Fear not though, the Brave New World anti-depressants will keep us sane docile while Minority Report-style personalized advertising inundates our increasingly digital lives with distractions tailored to what we think we need to evolve.

Our stereos, lights, dishwashers and fridges are already communication on their own Internet of Things (IOT), so how much longer till the machines just take over? Terminator Genisys opens this week at the Village 8 with Arnold Schwarzenegger back in his most iconic role, but the result looks more than a little recycled.

This is the fifth film in the Terminator franchise and most real fans will agree they probably should have quit after T2. Regardless, this one is yet another time-travel loop plot framed as a sort of franchise reboot in which Sarah Connor is a young girl raised by a very fatherly T-800, so by the time the story as we know it begins ("come with me if you want to live!"), the roles of saviour/savee are flipped.

Cue the explosions, chases and rehashed one-liners, but there are also some weird and not-good sitcom relationship moments amidst poor casting, and a script that may have been written by an omnibot with an REO Speedwagon tape stuck in it. Arnold looks like he is having a good time but judging by the rest of Terminator Genisys, the machines have already won.

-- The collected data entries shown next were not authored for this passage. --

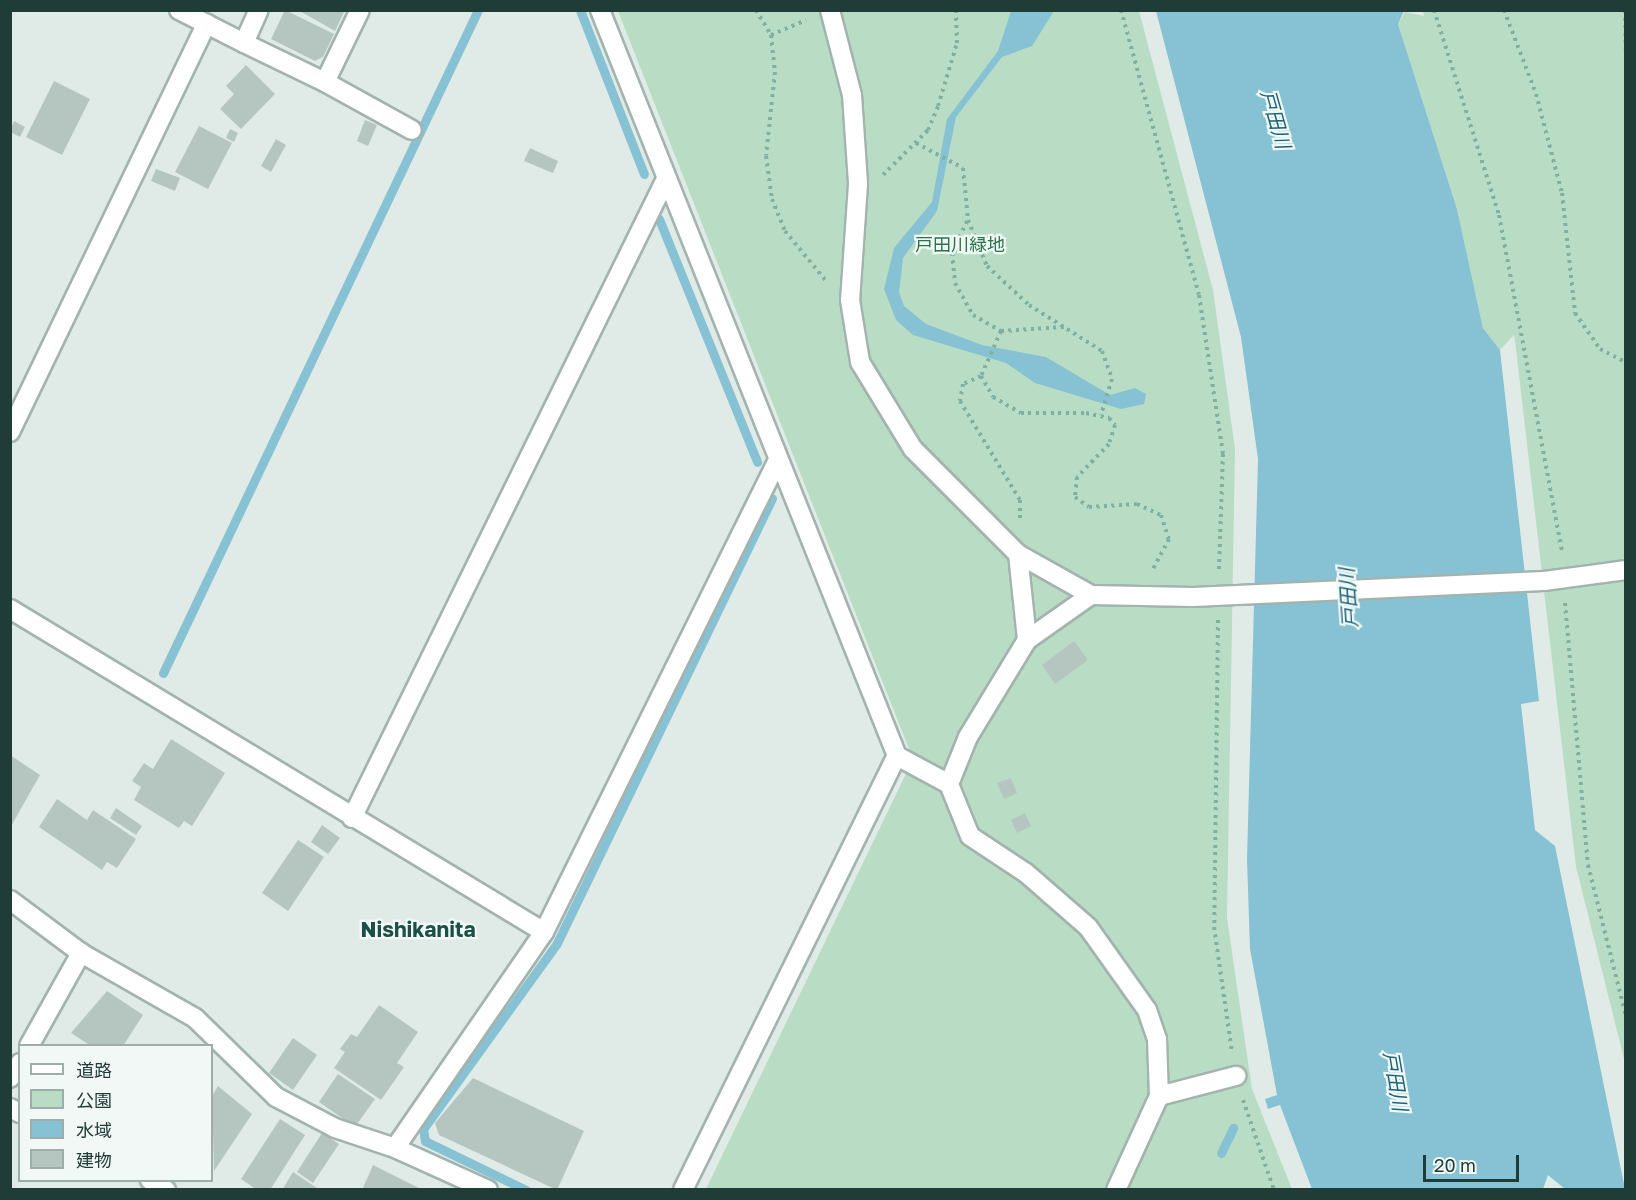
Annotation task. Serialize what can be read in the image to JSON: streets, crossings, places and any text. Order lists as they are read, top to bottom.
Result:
{
  "districts": ["Nishikanita"],
  "water": ["戸田川"],
  "parks": ["戸田川緑地"],
  "legend": [
    "道路",
    "公園",
    "水域",
    "建物"
  ],
  "scale_bar": "20 m"
}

The worst machine of them all is the Internet: not because it's inherently evil, but because too many of us are. The Internet is like giving a chainsaw to a toddler then wondering why he/she cut off a limb — and the real depravity of human cyber-connectivity is most notable in the shady realms of online porn.

Don't kid yourself about the fun of Facebook chats or the world-at-your-fingertips convenience of Amazon or Netflix. Porn rules the Internet, it always has. Research quoted by the U.S. Department of Justice show porn websites get more monthly visitors than Netflix, Amazon and Twitter combined. And "teen" is the most popular search term.

Hot Girls Wanted is a documentary shining light into the increasingly popular world of amateur porn. The flick follows a few of the thousands of 18-year-old girls who run away from home and move to porn hubs like Miami to make $500-800/day doing the kinds of things that would make any parent shiver ("forced oral" is even worse than it sounds).

The porn debate has been going on forever and even though this film takes a pretty alarmist approach and paints a picture of depravity that probably glosses over some of the nuances of the situation, it is pretty clear that the amateur porn industry is not built on love and caring and retirement plans.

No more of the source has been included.